Segment Open
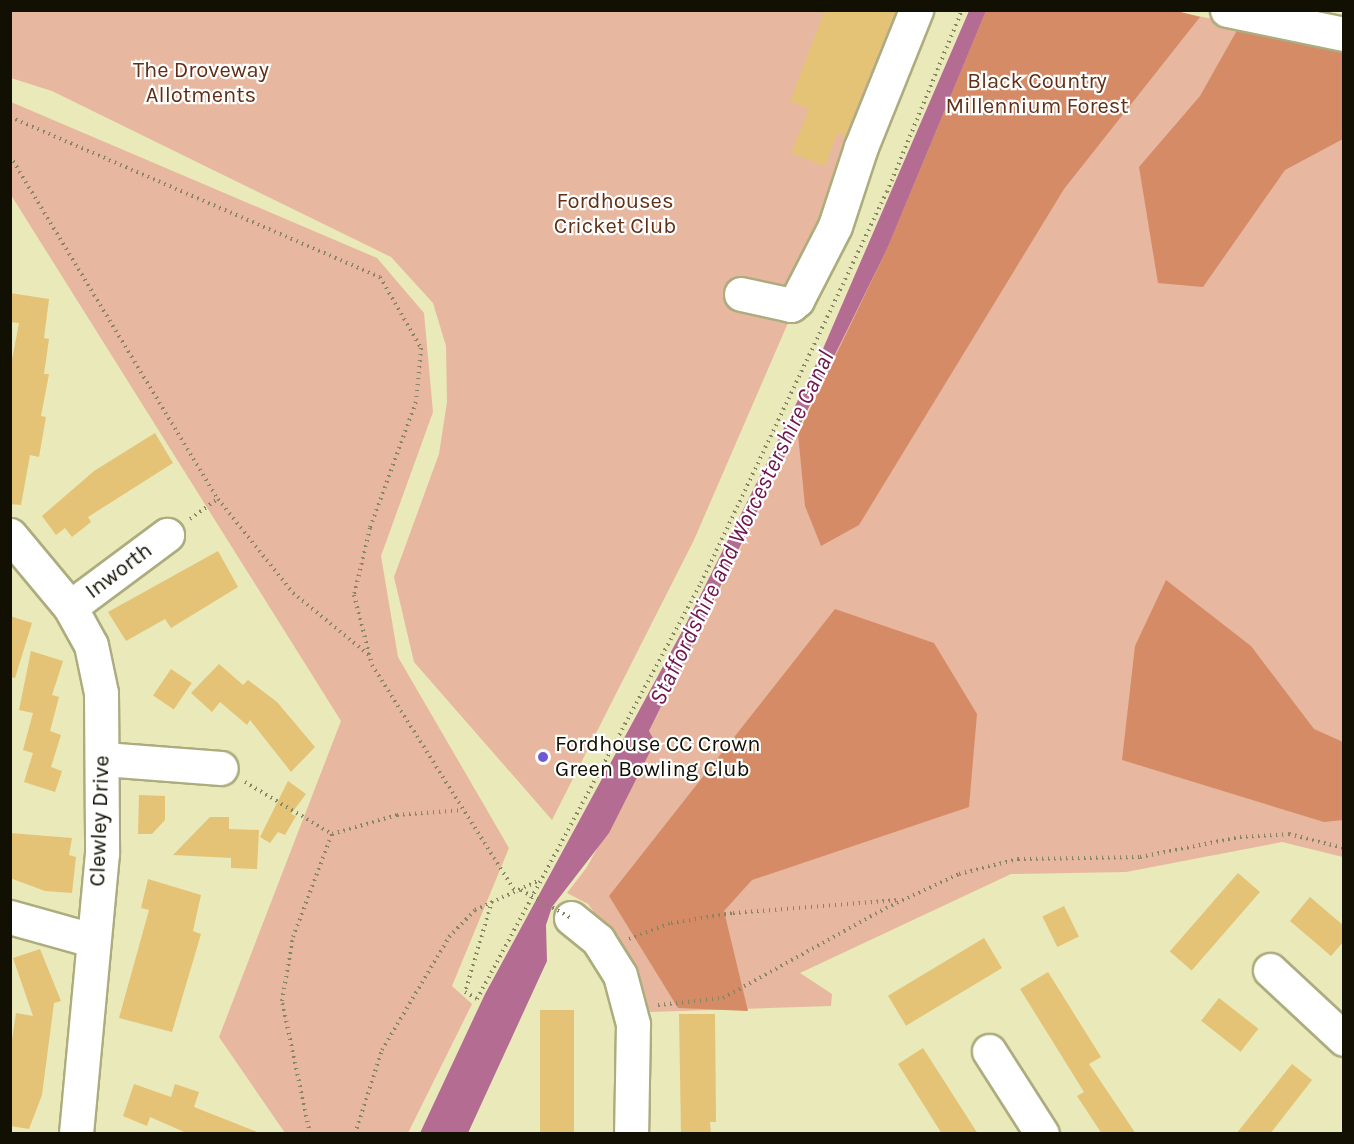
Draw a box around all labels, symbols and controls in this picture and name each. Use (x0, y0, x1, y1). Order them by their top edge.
park label: The Droveway Allotments (133, 57, 269, 108)
park label: Black Country Millennium Forest (945, 68, 1129, 119)
park label: Fordhouses Cricket Club (554, 188, 676, 240)
water label: Staffordshire and Worcestershire Canal (643, 346, 841, 710)
street label: Inworth (80, 537, 158, 605)
place label: Fordhouse CC Crown Green Bowling Club (555, 731, 761, 782)
marker: Fordhouse CC Crown Green Bowling Club (536, 750, 550, 764)
street label: Clewley Drive (85, 755, 115, 887)

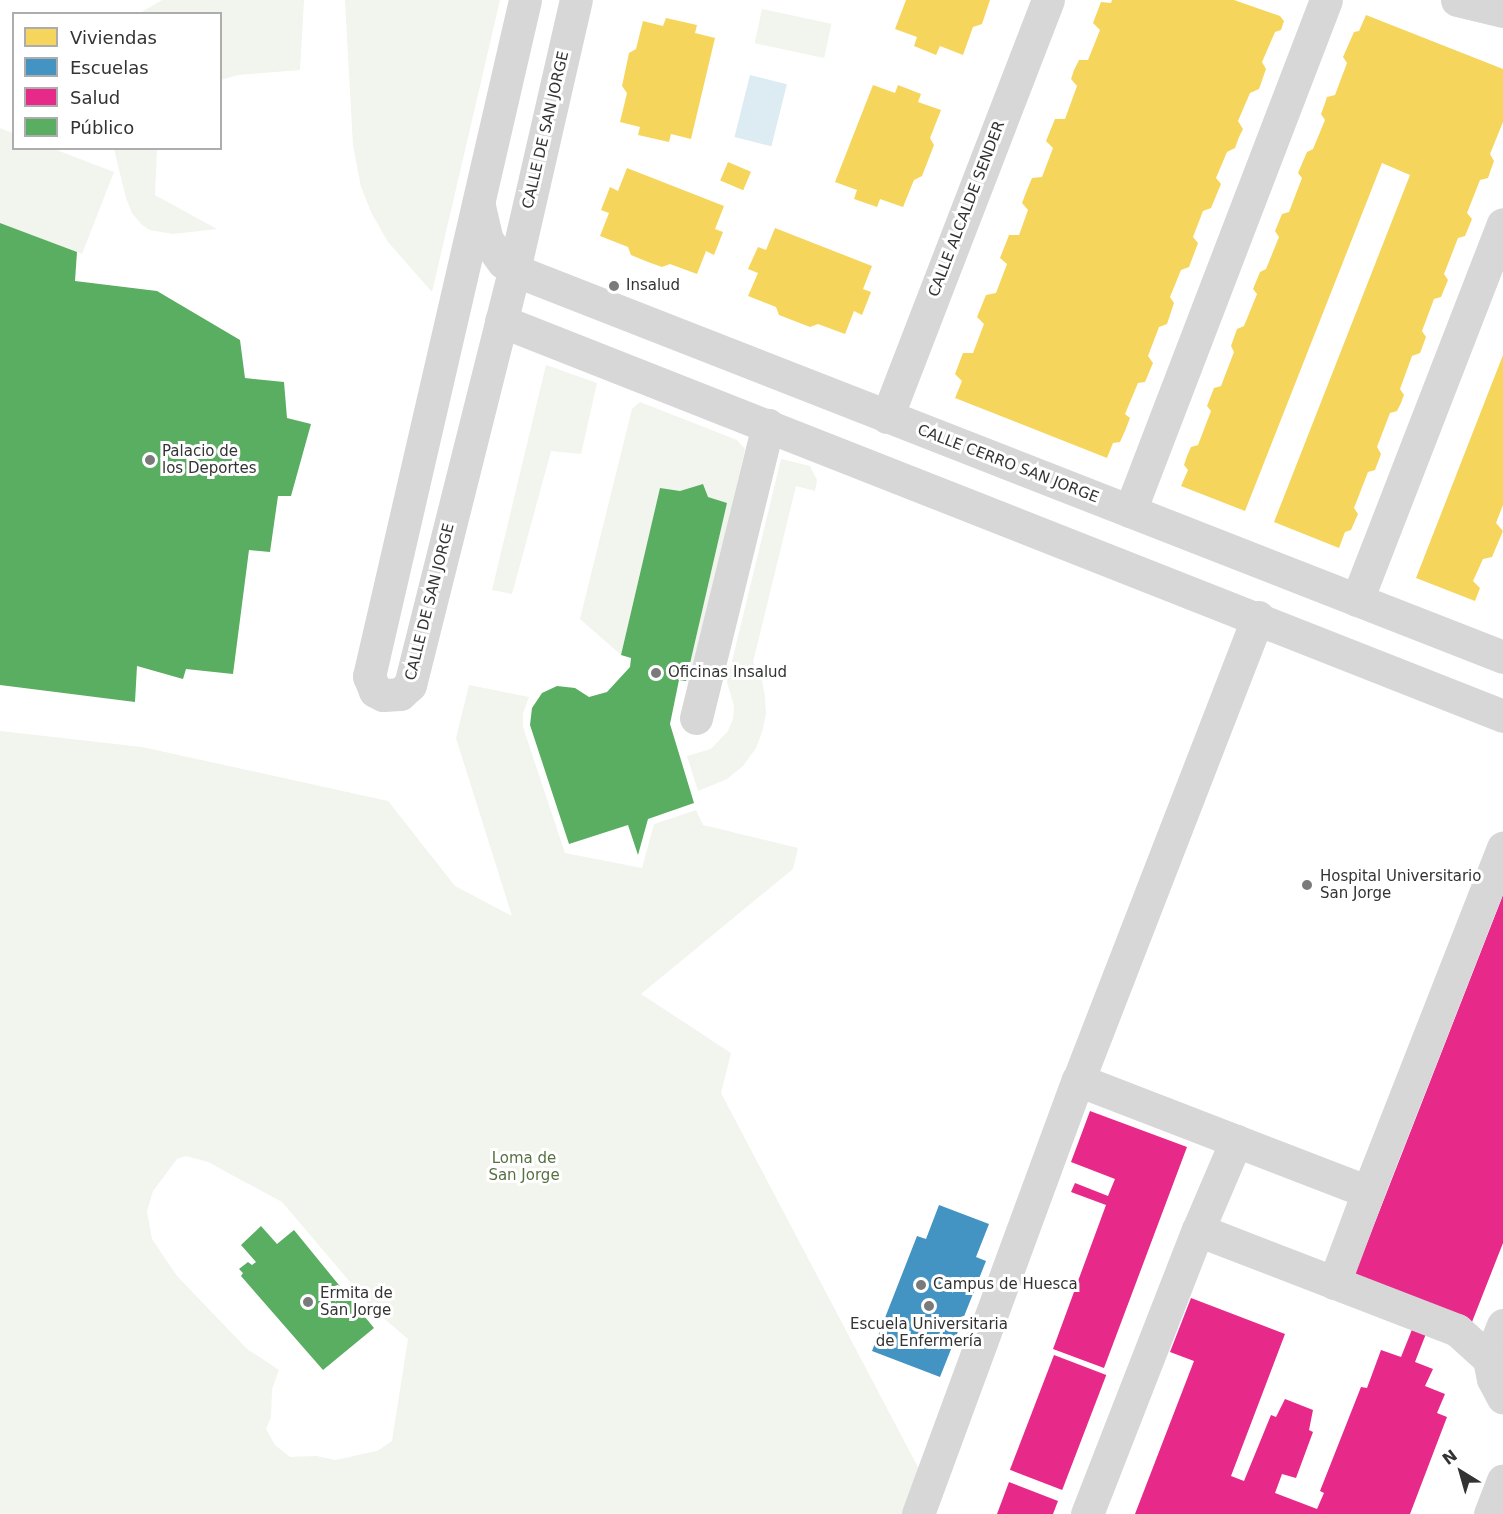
Segment Closed
#### TASK ITEM:
Word for word, repeat each line of the records, and leave every image out.

#### WRITTEN RESPONSE:
Draw a box around all labels, symbols and controls in this picture and name each. Use (x0, y0, x1, y1). Order them by their top edge.
park label: The Droveway Allotments (133, 57, 269, 108)
park label: Black Country Millennium Forest (945, 68, 1129, 119)
park label: Fordhouses Cricket Club (554, 188, 676, 240)
water label: Staffordshire and Worcestershire Canal (643, 346, 841, 710)
street label: Inworth (80, 537, 158, 605)
place label: Fordhouse CC Crown Green Bowling Club (555, 731, 761, 782)
marker: Fordhouse CC Crown Green Bowling Club (536, 750, 550, 764)
street label: Clewley Drive (85, 755, 115, 887)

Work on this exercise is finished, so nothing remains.